Shires DAYTRANA is the first and only patch medication approved by the U.S. Food and Drug Administration (FDA) to treat the symptoms of ADHD in children aged 6 to 12 years. The study results demonstrate that adverse events associated with DAYTRANA were similar to other methylphenidate products. The most common adverse events reported in this study were decreased appetite, headache, upper respiratory tract infection, cough, fever, and decreased weight. When worn for the recommended nine hours, efficacy has been demonstrated from the first time point measured (two hours) through the 12-hour time point. Because DAYTRANA is a patch, physicians may recommend that patients shorten the wear time if shorter duration of effect is desired or to help manage the potential for late-day side effects, such as lack of appetite or difficulty sleeping.

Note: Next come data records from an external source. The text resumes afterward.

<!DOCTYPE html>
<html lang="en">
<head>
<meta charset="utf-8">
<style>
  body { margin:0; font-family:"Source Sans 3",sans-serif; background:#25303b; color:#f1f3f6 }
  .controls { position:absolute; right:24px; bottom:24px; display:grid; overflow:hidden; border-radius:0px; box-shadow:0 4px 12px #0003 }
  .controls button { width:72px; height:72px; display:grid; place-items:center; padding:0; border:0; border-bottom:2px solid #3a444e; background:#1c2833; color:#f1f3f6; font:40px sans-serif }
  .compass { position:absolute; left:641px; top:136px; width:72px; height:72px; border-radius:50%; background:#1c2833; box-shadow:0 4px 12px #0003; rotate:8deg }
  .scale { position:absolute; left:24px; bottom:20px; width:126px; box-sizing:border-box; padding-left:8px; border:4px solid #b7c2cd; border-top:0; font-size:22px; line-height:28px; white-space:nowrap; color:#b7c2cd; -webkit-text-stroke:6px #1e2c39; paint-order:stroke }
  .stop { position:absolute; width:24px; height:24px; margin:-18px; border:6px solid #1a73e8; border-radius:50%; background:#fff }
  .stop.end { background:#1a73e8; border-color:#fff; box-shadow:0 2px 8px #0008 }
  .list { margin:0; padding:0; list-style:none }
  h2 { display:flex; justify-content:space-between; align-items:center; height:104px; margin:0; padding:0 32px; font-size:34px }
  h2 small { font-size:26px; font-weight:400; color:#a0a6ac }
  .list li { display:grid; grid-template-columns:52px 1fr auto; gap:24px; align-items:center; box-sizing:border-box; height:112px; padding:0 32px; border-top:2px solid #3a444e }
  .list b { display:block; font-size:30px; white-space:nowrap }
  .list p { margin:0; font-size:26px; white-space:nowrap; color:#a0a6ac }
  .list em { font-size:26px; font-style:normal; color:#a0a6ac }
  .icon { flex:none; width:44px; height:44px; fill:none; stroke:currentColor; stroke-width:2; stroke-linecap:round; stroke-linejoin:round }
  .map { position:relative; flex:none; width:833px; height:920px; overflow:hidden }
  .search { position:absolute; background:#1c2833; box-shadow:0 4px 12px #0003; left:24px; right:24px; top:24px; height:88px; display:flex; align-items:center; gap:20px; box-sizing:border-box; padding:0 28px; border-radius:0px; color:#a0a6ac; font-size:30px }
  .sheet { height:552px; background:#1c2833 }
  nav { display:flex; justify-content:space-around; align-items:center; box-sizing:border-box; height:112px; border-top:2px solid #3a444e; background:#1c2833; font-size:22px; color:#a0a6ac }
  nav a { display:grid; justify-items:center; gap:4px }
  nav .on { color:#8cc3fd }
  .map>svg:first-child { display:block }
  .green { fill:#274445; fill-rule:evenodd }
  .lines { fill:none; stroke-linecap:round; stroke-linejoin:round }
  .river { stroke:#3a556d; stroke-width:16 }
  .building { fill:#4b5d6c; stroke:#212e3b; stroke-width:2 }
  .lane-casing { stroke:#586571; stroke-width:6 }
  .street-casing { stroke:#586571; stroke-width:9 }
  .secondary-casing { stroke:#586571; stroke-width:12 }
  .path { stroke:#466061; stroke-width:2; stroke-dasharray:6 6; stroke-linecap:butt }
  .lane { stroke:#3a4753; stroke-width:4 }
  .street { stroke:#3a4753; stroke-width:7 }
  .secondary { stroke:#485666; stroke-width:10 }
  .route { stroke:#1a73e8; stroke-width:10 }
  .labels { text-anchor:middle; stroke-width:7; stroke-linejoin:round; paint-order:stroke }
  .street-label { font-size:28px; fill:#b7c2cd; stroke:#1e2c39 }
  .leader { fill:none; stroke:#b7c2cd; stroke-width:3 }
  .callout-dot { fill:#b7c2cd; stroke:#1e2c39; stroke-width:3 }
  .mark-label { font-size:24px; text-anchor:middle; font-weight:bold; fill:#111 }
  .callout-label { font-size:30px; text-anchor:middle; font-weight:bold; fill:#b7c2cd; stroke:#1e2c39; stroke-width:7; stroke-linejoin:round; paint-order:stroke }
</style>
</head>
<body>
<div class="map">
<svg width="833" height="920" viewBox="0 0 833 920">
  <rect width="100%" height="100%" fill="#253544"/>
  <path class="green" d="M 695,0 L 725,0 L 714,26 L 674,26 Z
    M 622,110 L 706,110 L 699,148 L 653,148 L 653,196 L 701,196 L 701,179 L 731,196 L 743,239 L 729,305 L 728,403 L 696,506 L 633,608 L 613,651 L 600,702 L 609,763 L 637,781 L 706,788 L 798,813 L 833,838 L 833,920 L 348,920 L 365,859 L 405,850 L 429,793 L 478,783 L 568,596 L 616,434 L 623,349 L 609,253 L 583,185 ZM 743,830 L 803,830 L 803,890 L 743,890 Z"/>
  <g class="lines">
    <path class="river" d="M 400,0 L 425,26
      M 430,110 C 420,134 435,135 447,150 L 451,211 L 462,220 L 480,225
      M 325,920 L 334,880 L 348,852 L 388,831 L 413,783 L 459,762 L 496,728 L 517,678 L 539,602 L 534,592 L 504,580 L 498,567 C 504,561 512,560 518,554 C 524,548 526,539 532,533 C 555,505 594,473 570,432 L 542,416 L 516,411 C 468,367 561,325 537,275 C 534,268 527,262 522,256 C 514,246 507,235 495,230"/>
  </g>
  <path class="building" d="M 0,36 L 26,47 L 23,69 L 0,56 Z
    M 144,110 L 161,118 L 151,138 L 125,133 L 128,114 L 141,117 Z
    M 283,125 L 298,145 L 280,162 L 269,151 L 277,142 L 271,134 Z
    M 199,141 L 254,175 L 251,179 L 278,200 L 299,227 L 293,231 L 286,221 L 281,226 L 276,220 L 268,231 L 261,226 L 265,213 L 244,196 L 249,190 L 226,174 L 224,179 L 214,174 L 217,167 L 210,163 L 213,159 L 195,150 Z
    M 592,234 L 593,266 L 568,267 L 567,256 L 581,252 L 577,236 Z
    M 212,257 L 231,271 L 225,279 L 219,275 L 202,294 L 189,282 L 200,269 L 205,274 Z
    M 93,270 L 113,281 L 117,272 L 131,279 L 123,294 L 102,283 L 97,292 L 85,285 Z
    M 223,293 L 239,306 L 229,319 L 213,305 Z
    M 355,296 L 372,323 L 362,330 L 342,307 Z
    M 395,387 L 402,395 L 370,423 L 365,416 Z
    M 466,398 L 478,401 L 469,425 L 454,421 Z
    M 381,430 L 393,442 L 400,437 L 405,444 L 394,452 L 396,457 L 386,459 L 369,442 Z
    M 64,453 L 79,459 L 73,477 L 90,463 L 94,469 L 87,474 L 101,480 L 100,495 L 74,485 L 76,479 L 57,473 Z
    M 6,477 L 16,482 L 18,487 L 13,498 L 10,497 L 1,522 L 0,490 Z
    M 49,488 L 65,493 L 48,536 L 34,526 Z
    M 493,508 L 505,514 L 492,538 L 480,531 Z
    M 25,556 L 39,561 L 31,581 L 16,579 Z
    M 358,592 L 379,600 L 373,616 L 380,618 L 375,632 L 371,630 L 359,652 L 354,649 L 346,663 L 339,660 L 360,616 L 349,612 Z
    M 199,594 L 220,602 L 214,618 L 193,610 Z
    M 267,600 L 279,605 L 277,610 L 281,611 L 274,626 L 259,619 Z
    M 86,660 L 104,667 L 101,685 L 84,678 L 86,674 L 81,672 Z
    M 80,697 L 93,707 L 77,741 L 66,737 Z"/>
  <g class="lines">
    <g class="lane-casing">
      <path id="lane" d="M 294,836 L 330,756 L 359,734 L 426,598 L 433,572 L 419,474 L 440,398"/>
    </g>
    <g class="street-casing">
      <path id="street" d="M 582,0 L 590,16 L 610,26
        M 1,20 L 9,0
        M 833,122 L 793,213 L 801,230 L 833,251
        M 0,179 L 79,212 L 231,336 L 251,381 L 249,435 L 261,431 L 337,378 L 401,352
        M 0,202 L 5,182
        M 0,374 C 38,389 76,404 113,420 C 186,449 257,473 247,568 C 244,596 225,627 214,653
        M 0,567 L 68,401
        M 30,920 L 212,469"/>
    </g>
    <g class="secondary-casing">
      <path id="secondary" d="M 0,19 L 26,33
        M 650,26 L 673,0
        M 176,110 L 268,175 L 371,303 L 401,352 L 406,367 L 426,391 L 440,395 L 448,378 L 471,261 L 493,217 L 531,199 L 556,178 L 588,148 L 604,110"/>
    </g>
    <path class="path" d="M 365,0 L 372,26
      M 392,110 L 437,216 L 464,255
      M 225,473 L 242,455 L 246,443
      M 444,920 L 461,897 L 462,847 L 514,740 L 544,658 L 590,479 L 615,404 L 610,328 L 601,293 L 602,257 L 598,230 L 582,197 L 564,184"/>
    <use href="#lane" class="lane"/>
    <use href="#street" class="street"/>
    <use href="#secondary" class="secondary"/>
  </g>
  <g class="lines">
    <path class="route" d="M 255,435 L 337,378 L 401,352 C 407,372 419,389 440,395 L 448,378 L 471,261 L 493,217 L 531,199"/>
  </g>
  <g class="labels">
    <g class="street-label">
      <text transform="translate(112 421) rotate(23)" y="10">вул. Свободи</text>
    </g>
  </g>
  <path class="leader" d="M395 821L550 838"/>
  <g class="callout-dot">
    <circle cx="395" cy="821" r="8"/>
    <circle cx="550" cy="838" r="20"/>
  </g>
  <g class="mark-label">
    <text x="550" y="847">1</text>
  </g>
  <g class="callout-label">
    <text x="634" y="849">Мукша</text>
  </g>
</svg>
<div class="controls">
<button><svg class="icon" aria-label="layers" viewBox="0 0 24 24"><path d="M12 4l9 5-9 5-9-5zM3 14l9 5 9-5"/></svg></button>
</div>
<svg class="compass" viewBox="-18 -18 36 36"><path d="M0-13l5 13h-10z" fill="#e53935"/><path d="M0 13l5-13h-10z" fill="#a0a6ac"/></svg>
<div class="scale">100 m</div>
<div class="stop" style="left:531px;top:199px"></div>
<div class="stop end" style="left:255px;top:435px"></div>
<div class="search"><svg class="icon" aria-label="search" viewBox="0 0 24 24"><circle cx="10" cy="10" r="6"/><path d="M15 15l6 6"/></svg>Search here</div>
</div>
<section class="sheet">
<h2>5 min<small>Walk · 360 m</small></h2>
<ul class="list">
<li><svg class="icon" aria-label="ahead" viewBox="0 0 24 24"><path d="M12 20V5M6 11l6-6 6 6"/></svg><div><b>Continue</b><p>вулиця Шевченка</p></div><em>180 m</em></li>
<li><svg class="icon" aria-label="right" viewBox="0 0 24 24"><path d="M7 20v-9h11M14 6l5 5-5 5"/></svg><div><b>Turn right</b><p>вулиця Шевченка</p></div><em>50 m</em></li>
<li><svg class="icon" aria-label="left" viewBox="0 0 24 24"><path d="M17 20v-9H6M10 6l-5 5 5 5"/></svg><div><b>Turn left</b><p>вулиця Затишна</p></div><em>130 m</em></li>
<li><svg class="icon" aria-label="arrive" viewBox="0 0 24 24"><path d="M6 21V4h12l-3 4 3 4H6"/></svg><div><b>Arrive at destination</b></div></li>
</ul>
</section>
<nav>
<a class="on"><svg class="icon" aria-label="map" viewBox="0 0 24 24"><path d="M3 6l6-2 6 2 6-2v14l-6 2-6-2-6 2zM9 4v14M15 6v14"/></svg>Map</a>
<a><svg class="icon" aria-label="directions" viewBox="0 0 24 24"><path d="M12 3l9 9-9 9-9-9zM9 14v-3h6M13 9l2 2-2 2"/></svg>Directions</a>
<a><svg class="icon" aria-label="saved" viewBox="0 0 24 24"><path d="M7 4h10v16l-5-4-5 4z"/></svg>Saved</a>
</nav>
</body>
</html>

López added, DAYTRANAs novel patch delivery system offers physicians and parents of children with ADHD a convenient, non-oral option to individualize ADHD treatment to meet their childrens changing schedules.
While this study evaluated the safety and effectiveness of DAYTRANA for up to 12 months, DAYTRANA has not been studied versus placebo for longer than 7 weeks. Physicians, who prescribe DAYTRANA for long-term use, should periodically re-evaluate patients to assess the usefulness of DAYTRANA for the individual patient.
The study was supported by funding from Shire.